Next, let's do the one with the most downloads per time since published.

datasets <- ddply(socrata, "portal", function(df) {
    df[order(df$downloadCount/as.numeric(as.Date("2013-07-01") - df$createdAt), 
        decreasing = T)[1], c("id", "name", "createdAt", "downloadCount")]
})
(listify(datasets))

Dataset shapes

Within the context of the current analysis, a datasets is a table. A table has columns and rows. How tall and fat are these datasets?

I thought it would be cool to show dataset size as a rectangle because datasets are tables.

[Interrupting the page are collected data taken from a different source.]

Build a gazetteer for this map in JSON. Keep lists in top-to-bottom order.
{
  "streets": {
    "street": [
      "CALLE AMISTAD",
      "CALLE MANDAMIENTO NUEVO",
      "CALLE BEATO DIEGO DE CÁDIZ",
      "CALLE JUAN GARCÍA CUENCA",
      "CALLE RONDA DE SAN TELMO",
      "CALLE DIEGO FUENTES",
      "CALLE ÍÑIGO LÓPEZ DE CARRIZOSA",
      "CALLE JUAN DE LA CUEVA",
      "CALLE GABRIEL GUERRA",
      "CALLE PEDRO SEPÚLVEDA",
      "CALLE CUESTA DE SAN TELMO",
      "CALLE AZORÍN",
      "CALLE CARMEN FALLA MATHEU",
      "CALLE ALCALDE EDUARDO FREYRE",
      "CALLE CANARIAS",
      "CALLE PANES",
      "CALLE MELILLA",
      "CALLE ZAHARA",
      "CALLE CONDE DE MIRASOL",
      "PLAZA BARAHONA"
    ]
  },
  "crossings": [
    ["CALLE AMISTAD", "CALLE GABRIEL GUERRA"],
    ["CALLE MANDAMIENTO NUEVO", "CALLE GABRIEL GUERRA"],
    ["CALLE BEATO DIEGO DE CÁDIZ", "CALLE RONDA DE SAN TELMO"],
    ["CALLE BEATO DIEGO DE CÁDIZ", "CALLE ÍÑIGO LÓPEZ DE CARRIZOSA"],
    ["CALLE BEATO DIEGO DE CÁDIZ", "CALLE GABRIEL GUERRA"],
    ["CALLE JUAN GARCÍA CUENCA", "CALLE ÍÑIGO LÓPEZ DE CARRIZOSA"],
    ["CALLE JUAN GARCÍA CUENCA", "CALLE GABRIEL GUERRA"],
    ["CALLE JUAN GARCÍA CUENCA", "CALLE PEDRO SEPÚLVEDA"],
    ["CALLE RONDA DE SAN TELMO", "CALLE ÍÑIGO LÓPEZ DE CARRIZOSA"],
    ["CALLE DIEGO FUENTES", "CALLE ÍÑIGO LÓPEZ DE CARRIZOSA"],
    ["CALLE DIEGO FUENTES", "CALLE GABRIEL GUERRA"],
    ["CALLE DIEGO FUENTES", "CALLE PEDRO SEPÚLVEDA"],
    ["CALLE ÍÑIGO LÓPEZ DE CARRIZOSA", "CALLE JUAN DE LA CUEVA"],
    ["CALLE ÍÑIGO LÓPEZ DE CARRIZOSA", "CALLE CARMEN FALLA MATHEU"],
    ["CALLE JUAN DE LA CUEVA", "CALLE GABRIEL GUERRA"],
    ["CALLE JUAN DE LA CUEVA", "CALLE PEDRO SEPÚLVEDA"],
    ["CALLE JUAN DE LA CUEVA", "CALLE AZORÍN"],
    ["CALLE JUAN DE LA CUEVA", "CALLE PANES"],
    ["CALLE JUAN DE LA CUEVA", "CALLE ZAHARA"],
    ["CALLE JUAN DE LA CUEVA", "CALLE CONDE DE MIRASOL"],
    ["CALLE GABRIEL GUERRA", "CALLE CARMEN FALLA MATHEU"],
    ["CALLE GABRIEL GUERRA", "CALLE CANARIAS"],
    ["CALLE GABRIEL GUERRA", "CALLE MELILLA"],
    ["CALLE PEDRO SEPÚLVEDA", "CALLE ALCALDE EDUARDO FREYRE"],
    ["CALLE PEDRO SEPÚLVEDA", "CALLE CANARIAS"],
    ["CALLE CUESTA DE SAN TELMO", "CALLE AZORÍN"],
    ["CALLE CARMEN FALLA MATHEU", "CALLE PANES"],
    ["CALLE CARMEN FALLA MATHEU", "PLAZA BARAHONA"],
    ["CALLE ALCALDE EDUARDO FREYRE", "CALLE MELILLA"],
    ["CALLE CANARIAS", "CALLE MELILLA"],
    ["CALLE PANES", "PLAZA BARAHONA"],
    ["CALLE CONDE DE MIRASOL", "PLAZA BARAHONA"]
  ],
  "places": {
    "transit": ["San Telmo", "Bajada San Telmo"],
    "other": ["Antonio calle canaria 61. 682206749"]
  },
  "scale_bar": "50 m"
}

ggplot(socrata) + aes(xmin = 0, ymin = 0, xmax = ncol, ymax = nrow, fill = portal) + 
    geom_rect(alpha = 0.1) + scale_x_log10("Number of columns", labels = comma) + 
    scale_y_log10("Number of rows", labels = comma)

plot of chunk shapes_rect

But that looks bad, so let's do it as points.

ggplot(socrata) + aes(x = ncol, y = nrow, color = portal) + geom_point(alpha = 0.5) + 
    scale_x_log10("Number of columns", labels = comma) + scale_y_log10("Number of rows", 
    labels = comma)

## Warning: Removed 542 rows containing missing values (geom_point).

plot of chunk shapes_scatter

Some datasets have no rows nor columns. Here are ten of them.

deleted <- socrata[(socrata$nrow == 0 & socrata$ncol == 0), ]
set.seed(13984382)
(listify(deleted[sample.int(nrow(deleted), 10), ]))

These datasets appear to be either deleted or non-tabular.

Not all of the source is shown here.